On March 24, 2006, we posted a client alert detailing the California Franchise Tax Board’s published procedures for taxpayers wishing to file protective claims in response to Northwest Energetic Services, LLC v. California Franchise Tax Board, which held that the LLC fee codified at Cal. Rev. & Tax. Code § 17942 was an unconstitutional unapportioned “tax” rather than a fee or levy. While that case is still pending in the California Court of Appeal, the state legislature has taken action to amend the LLC fee provisions and limit existing and potential refund claims.
On October 10, 2007, the California Governor signed into law AB 198, amending Cal. Rev. & Tax.
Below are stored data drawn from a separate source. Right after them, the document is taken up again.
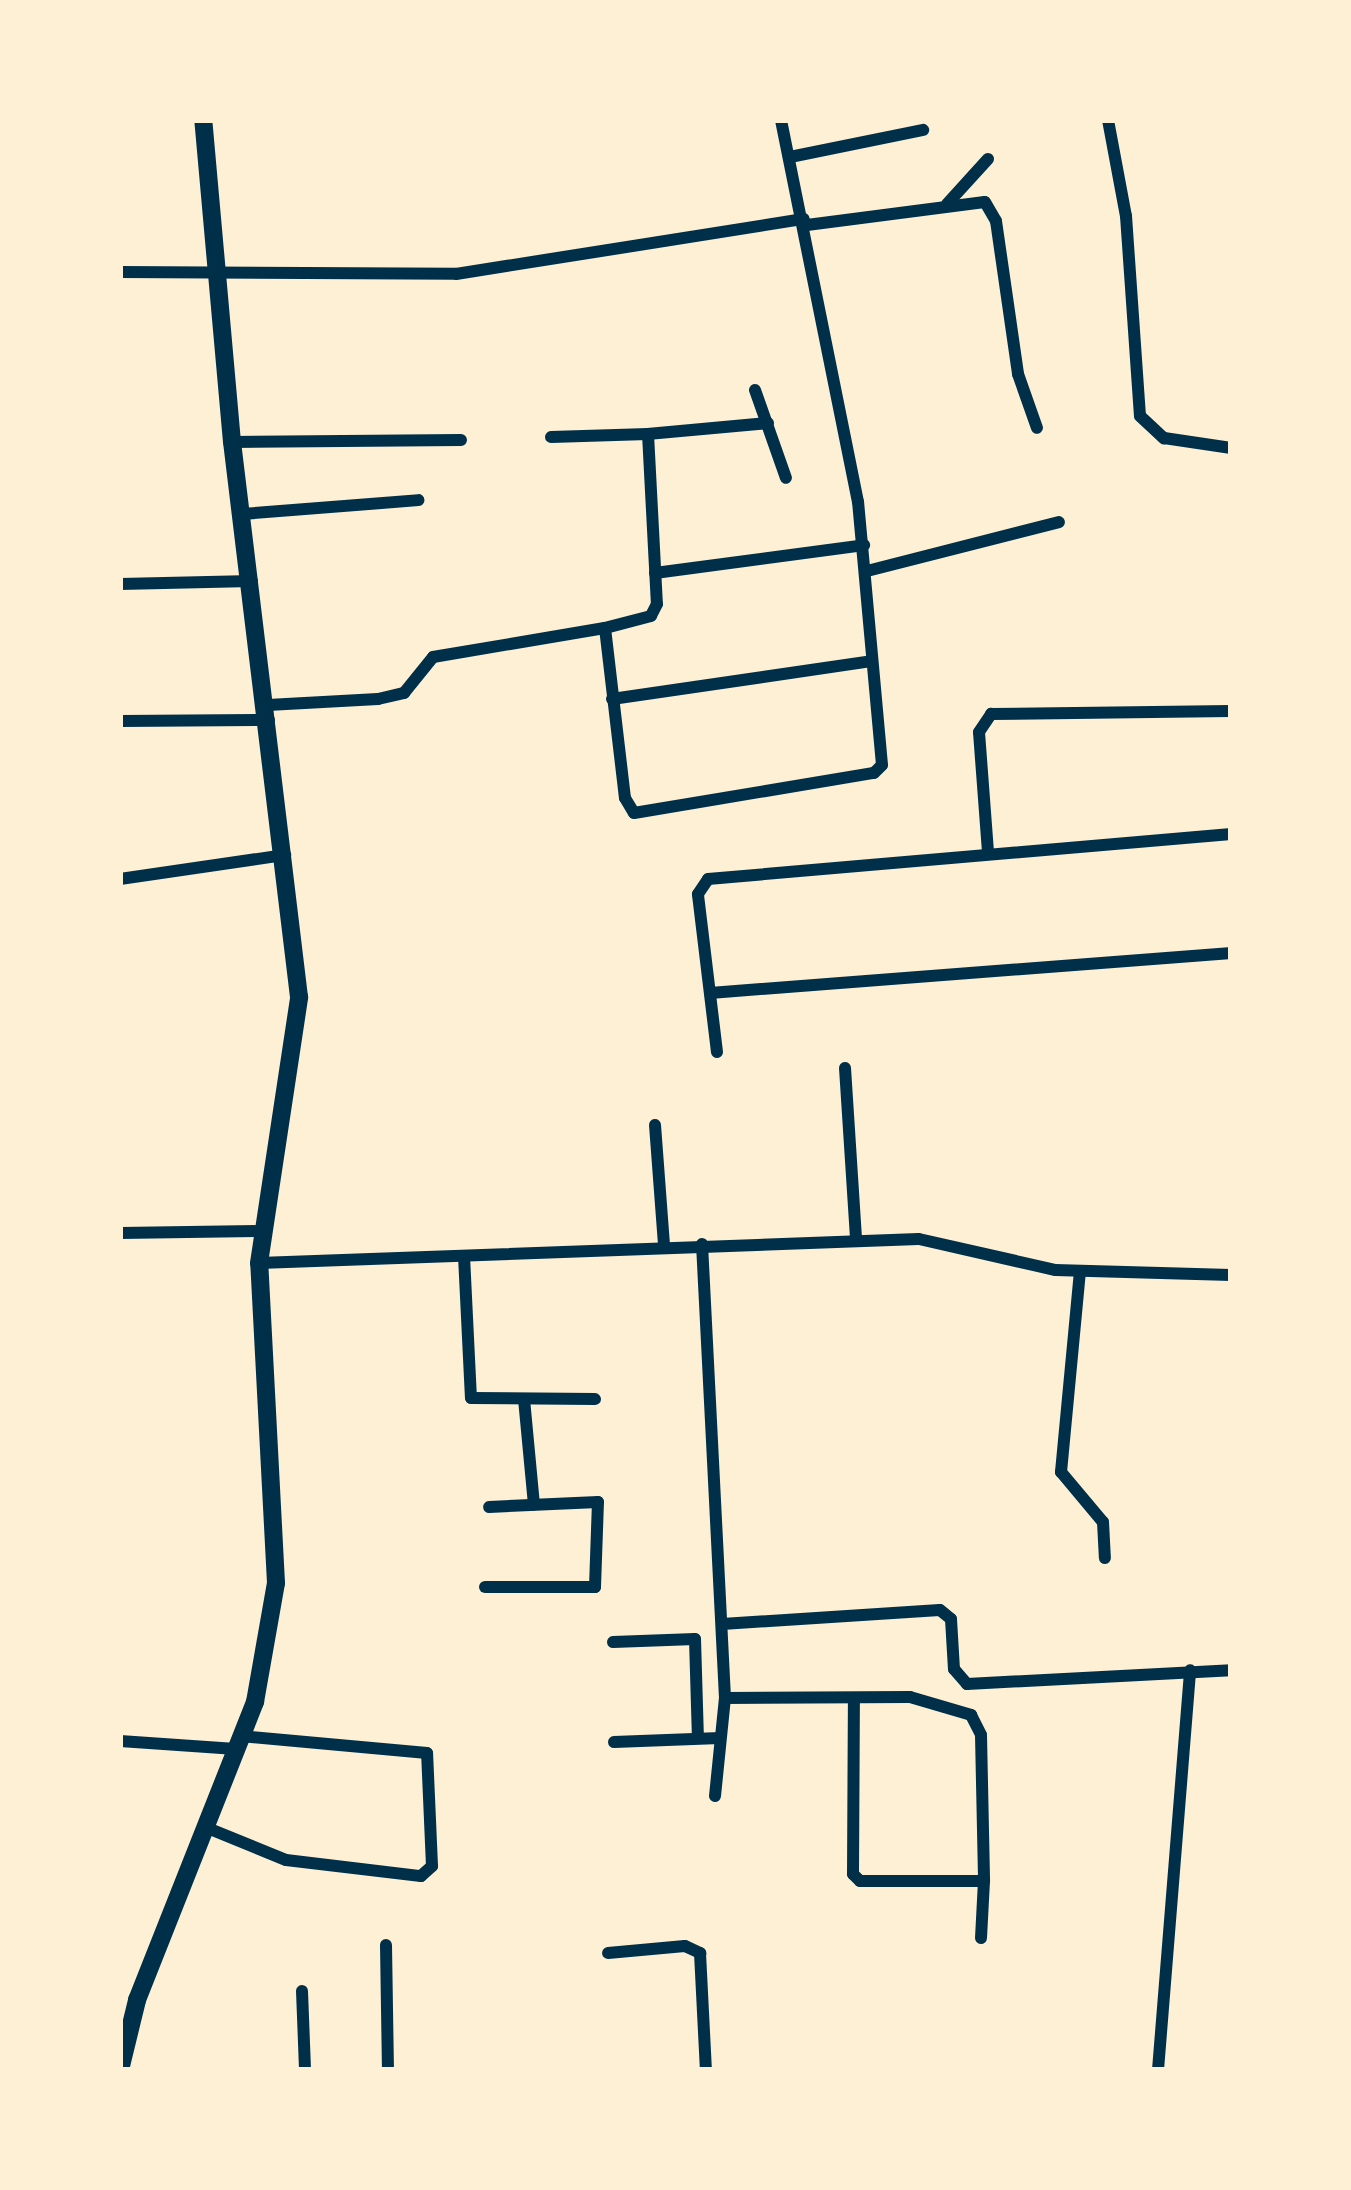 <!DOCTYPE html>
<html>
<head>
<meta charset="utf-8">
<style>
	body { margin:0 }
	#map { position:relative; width:1351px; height:2190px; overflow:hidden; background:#fdf0d5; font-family:"Open Sans",sans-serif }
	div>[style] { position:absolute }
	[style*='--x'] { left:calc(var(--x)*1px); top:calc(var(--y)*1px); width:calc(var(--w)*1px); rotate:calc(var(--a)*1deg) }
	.minor>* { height:12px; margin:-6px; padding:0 6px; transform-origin:6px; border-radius:6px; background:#003049 }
	.secondary>* { height:18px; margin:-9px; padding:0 9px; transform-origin:9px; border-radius:9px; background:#003049 }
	span { translate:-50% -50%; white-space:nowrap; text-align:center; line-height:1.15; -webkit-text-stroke:10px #fdf0d5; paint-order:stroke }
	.frame { position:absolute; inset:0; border:123px solid #fdf0d5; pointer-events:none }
</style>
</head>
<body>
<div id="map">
	<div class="minor">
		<i style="--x:1108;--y:120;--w:98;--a:79.4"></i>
		<i style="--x:1126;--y:216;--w:200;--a:86"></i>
		<i style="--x:1140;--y:416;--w:33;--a:43"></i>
		<i style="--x:1164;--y:438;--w:68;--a:8.5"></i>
		<i style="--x:790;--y:157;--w:136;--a:-11.5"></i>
		<i style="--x:947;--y:204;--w:61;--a:-47.7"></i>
		<i style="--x:807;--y:225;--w:179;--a:-7.4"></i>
		<i style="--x:985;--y:202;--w:22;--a:60"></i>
		<i style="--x:996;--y:221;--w:155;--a:81.8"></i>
		<i style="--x:1018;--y:374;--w:57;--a:70.6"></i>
		<i style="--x:120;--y:272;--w:336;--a:0.3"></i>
		<i style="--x:456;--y:274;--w:352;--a:-9"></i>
		<i style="--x:755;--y:390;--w:93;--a:70.6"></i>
		<i style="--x:768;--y:423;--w:121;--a:174.8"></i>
		<i style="--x:648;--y:434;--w:170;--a:87"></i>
		<i style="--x:657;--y:604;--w:13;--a:117"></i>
		<i style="--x:651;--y:616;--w:48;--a:165.4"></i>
		<i style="--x:605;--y:628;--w:171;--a:83.3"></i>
		<i style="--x:625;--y:798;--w:17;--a:59"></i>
		<i style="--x:634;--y:813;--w:243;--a:-9.5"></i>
		<i style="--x:874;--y:773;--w:11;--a:-45"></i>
		<i style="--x:882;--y:765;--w:264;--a:-95.2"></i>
		<i style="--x:858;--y:502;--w:390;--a:-101.4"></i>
		<i style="--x:551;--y:437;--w:97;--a:-1.8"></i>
		<i style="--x:232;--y:442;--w:229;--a:-0.5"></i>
		<i style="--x:242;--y:514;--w:177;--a:-4.5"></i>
		<i style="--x:867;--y:571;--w:198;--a:-14.3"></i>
		<i style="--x:655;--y:573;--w:211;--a:-7.6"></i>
		<i style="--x:120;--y:584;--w:132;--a:-1.3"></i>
		<i style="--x:612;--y:699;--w:262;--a:-8.3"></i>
		<i style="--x:268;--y:705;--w:110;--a:-3.1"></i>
		<i style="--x:378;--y:699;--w:27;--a:-13"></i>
		<i style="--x:404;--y:693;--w:46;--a:-51.1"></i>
		<i style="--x:433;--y:657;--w:174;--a:-9.6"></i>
		<i style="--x:120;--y:721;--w:149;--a:-0.4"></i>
		<i style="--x:988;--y:852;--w:120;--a:-94.3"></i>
		<i style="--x:979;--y:732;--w:22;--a:-56"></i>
		<i style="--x:991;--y:714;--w:240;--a:-0.7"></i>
		<i style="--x:120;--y:879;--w:167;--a:-8.3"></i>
		<i style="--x:710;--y:993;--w:523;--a:-4.39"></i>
		<i style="--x:717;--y:1052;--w:159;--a:-96.9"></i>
		<i style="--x:698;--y:894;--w:18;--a:-56"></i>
		<i style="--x:708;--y:879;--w:525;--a:-4.92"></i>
		<i style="--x:845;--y:1068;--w:172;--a:86.3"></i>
		<i style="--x:655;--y:1125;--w:121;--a:85.7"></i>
		<i style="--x:120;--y:1233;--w:146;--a:-0.8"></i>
		<i style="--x:702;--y:1244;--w:455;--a:87.1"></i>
		<i style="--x:725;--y:1698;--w:185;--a:-0.3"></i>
		<i style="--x:910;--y:1697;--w:64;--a:16.4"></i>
		<i style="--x:971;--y:1715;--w:22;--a:63"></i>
		<i style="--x:981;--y:1735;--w:146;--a:88.8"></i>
		<i style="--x:984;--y:1881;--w:124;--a:180"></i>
		<i style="--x:860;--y:1881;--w:10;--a:-135"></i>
		<i style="--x:853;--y:1874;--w:172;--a:-89.7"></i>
		<i style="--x:464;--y:1256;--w:142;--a:87.2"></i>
		<i style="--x:471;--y:1398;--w:124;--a:0.5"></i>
		<i style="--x:259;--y:1263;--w:660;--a:-2.08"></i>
		<i style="--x:919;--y:1239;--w:139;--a:12.8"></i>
		<i style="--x:1055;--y:1270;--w:176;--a:1.6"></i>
		<i style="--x:1080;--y:1271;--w:202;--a:95.4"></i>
		<i style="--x:1061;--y:1472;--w:65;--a:50"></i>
		<i style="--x:1103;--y:1522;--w:36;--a:87"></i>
		<i style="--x:524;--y:1399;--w:106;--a:84.6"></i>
		<i style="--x:485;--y:1587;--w:110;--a:0"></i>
		<i style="--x:595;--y:1587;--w:85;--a:-88"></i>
		<i style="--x:598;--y:1502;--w:109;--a:177.4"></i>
		<i style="--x:722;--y:1624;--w:218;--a:-3.7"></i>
		<i style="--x:940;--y:1610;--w:14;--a:39"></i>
		<i style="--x:951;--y:1619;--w:50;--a:86.6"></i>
		<i style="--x:954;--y:1669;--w:20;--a:49"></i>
		<i style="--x:967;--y:1684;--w:264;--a:-3"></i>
		<i style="--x:613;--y:1642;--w:82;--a:-2.1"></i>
		<i style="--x:695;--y:1639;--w:99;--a:88.3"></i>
		<i style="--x:120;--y:1741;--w:116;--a:3.9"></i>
		<i style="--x:614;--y:1742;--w:106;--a:-2.2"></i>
		<i style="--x:715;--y:1796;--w:99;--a:-84.2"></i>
		<i style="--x:205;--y:1827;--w:87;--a:22.2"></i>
		<i style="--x:286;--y:1860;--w:136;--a:6.8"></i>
		<i style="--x:421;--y:1876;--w:15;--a:-42"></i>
		<i style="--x:432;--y:1866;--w:113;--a:-92.5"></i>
		<i style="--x:427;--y:1753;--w:187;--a:-174.8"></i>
		<i style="--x:981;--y:1938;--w:57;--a:-87"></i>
		<i style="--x:386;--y:1945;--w:125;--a:89.1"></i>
		<i style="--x:608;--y:1953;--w:77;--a:-5.2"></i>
		<i style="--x:685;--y:1946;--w:17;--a:25"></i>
		<i style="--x:700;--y:1953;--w:117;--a:87.1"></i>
		<i style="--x:302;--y:1991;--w:79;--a:87.8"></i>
		<i style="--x:1158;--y:2070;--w:401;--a:-85.4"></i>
	</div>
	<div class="secondary">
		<i style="--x:120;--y:2070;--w:72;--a:-76.3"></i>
		<i style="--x:137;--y:2000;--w:321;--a:-68.4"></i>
		<i style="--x:255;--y:1702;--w:121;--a:-80"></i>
		<i style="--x:276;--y:1583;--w:320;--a:-93"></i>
		<i style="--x:259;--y:1263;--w:269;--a:-81.4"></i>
		<i style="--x:299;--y:997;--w:559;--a:-96.88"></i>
		<i style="--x:232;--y:442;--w:323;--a:-95.1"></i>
	</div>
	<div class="frame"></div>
</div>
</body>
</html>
Code § 17942. Without admitting that the current LLC fee is unconstitutional, the amendments attempt to remedy the infirmities found by the court in Northwest Energetic and Ventas Finance I, LLC v. Franchise Tax Board by amending Cal. Rev. & Tax. Code § 17942 to require apportioning the LLC’s total income to California. However, rather than using an apportionment formula similar to that used for the corporate franchise tax, AB 198 essentially applies a gross receipts tax based on total gross receipts from sales in California. Thus, it determines the LLC fee based on the total income of the LLC (defined as gross income plus cost of goods sold) assigned to California pursuant to the franchise tax rules for computing the numerator of the sales factor.
Notably, AB 198 also limits the amounts of refunds that may be paid on all pending and subsequently filed claims for refund of the LLC fee. AB 198 limits such claims to the amount that the taxpayer’s payment exceeds the amount that would have been due under the new rules. This retroactive application of the law will likely be subject to taxpayer challenge, however, given the decision in City of Modesto v. National Med, Inc. (“NMI”). In NMI, the Court of Appeal ruled that the Due Process Clause prohibited the City’s attempt to apply a retroactive apportionment scheme to a previously unapportioned municipal business license tax because forcing a taxpayer to prove which of its gross receipts from several years earlier were earned inside and outside the City denied the taxpayer a “clear and certain remedy” and placed an unfair burden on the taxpayer to correct the City’s error in originally drafting an unapportioned tax. This challenge to the retroactive application of AB 198 is one of a number of grounds that may be raised in possible challenges to the legislation.